> **Data records**:

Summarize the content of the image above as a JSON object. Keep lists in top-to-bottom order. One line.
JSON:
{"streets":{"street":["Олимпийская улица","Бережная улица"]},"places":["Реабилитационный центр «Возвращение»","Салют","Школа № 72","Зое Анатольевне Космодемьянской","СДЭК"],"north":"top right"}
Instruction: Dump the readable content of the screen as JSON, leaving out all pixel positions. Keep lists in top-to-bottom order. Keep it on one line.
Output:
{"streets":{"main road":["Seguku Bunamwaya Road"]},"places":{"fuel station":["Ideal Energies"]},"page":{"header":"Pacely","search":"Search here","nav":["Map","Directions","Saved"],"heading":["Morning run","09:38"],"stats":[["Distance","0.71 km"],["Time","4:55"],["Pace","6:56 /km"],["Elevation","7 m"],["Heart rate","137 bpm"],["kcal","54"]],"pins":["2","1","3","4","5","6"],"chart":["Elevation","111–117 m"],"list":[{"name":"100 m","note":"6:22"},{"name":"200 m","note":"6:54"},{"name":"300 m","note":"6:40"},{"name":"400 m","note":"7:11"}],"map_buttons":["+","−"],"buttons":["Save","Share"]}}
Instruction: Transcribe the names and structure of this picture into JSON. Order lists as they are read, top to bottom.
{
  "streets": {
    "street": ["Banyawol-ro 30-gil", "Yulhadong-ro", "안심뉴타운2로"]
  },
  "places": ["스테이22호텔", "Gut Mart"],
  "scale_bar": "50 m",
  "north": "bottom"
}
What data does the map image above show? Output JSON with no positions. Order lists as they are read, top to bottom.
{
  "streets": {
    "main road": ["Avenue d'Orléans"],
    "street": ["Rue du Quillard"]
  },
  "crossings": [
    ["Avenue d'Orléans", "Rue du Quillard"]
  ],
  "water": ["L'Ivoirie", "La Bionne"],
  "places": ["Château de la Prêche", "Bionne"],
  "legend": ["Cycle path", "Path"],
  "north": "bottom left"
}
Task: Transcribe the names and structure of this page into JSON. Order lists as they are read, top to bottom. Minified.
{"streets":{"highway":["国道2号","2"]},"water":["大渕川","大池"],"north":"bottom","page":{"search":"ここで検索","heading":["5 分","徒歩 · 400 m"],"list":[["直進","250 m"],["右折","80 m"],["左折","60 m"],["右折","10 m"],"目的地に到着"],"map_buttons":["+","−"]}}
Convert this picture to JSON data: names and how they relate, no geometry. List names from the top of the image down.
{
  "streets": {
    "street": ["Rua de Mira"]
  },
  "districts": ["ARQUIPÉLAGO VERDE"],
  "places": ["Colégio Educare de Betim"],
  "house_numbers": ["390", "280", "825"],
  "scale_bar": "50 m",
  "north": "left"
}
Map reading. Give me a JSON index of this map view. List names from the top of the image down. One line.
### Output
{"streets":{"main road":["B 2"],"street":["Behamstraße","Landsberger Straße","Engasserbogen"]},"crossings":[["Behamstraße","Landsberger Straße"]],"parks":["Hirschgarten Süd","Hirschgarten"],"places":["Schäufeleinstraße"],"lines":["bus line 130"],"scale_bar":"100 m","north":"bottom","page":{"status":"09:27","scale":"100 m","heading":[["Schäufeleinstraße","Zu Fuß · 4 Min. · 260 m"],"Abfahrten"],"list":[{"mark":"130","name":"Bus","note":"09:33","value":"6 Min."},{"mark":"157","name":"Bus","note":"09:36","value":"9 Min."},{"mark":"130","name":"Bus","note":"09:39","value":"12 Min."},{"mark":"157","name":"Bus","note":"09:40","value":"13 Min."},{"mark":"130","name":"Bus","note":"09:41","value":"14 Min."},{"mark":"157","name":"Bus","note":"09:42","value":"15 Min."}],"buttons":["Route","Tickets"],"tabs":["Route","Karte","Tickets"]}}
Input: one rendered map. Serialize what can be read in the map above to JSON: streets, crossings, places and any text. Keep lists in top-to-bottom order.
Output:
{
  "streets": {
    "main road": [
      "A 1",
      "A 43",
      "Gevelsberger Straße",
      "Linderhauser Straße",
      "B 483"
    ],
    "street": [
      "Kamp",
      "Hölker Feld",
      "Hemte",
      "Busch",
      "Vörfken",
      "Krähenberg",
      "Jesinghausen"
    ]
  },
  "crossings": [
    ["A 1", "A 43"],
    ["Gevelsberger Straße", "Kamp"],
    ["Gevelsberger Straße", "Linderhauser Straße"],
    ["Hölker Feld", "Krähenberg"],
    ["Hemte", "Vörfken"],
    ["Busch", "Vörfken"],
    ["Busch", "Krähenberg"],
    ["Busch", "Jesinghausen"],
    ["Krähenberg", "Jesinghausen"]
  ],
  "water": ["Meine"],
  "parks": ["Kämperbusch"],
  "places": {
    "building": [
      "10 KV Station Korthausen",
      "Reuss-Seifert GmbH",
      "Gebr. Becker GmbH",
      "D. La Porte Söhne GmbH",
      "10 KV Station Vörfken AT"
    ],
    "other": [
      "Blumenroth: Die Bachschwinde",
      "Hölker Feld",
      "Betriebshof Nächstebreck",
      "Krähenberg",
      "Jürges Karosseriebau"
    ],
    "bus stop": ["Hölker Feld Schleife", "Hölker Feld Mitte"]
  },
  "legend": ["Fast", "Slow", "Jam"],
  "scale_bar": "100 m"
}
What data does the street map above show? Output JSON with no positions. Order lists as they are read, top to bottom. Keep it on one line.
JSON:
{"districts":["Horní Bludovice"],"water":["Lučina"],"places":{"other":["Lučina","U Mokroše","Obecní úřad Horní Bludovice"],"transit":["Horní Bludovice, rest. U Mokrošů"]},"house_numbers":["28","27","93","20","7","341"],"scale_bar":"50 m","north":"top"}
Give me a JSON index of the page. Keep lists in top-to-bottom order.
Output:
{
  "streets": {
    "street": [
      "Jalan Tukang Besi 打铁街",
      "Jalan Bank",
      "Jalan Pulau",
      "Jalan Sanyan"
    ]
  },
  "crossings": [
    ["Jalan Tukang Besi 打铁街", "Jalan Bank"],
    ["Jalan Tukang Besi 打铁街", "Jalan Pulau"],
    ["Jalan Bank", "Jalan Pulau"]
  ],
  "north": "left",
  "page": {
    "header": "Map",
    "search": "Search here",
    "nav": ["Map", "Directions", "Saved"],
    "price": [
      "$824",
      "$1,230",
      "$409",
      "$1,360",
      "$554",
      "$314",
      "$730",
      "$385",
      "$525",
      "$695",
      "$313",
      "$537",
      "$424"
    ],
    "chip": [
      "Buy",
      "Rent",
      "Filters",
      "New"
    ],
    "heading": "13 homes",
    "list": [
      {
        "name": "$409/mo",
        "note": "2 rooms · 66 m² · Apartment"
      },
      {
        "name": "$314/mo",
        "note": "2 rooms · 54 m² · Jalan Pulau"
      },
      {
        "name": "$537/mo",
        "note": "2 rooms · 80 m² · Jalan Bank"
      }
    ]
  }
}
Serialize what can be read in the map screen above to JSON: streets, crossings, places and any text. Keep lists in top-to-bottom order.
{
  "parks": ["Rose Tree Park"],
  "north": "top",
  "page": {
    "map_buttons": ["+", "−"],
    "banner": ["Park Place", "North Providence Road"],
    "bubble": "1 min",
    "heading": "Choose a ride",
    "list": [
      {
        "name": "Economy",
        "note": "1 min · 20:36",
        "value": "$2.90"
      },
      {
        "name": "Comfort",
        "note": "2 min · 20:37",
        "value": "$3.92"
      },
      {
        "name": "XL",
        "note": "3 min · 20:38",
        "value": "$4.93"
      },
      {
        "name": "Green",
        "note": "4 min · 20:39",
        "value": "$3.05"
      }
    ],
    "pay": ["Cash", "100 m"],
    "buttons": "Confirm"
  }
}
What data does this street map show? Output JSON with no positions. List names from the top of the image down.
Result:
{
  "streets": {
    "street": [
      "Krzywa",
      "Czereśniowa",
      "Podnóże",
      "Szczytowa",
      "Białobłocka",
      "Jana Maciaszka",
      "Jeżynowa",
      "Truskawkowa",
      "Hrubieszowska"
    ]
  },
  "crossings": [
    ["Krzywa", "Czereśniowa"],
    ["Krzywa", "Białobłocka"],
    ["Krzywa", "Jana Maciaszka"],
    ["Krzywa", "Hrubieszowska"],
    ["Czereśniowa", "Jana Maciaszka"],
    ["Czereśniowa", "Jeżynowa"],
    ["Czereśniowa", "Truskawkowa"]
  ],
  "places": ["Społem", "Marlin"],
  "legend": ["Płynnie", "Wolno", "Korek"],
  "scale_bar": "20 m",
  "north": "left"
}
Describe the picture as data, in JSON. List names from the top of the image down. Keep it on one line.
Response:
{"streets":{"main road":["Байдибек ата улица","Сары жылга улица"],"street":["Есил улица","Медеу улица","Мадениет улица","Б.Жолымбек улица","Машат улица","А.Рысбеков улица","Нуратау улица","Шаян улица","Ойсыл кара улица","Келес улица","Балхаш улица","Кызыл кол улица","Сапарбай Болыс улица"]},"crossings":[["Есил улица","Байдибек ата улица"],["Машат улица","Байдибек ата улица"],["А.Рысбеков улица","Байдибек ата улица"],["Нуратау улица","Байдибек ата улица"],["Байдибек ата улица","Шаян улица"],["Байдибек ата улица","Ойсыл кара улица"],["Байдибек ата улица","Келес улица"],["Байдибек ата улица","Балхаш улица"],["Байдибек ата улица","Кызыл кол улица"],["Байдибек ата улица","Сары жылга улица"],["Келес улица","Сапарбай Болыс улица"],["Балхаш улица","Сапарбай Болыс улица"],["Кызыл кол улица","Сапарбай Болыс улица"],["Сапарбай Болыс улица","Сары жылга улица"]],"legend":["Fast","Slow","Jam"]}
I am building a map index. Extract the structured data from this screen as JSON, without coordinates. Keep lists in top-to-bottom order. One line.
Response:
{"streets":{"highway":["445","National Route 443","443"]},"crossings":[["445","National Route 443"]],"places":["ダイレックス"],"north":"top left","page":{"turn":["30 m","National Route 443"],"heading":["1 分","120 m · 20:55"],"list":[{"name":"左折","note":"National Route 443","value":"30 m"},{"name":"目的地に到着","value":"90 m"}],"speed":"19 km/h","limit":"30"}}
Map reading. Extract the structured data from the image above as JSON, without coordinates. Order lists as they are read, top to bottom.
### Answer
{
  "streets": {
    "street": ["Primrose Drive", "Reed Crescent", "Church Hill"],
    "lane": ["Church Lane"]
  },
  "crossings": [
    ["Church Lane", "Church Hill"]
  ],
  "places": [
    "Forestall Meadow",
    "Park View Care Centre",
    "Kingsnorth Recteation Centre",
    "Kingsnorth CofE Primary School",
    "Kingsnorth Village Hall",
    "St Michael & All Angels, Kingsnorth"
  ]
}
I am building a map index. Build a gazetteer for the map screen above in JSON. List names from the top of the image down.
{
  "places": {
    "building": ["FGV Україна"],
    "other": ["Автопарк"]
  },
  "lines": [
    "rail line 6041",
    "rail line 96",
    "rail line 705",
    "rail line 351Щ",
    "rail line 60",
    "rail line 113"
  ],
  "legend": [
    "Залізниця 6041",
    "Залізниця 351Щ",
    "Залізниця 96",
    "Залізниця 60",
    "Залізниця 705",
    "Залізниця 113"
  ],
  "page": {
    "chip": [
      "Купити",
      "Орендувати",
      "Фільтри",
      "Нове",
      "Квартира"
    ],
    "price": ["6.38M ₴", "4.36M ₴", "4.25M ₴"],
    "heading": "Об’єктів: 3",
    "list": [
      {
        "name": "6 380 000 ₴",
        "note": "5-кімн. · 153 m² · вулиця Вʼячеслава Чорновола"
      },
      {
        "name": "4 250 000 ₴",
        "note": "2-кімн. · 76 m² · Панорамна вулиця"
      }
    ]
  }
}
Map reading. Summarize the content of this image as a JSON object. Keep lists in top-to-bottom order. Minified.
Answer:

> **Exercise aim**:
Which of the lines above contain "Summarize"? Return them all.

> **The completed task**:
Summarize the content of the image above as a JSON object. Keep lists in top-to-bottom order. One line.
Map reading. Summarize the content of this image as a JSON object. Keep lists in top-to-bottom order. Minified.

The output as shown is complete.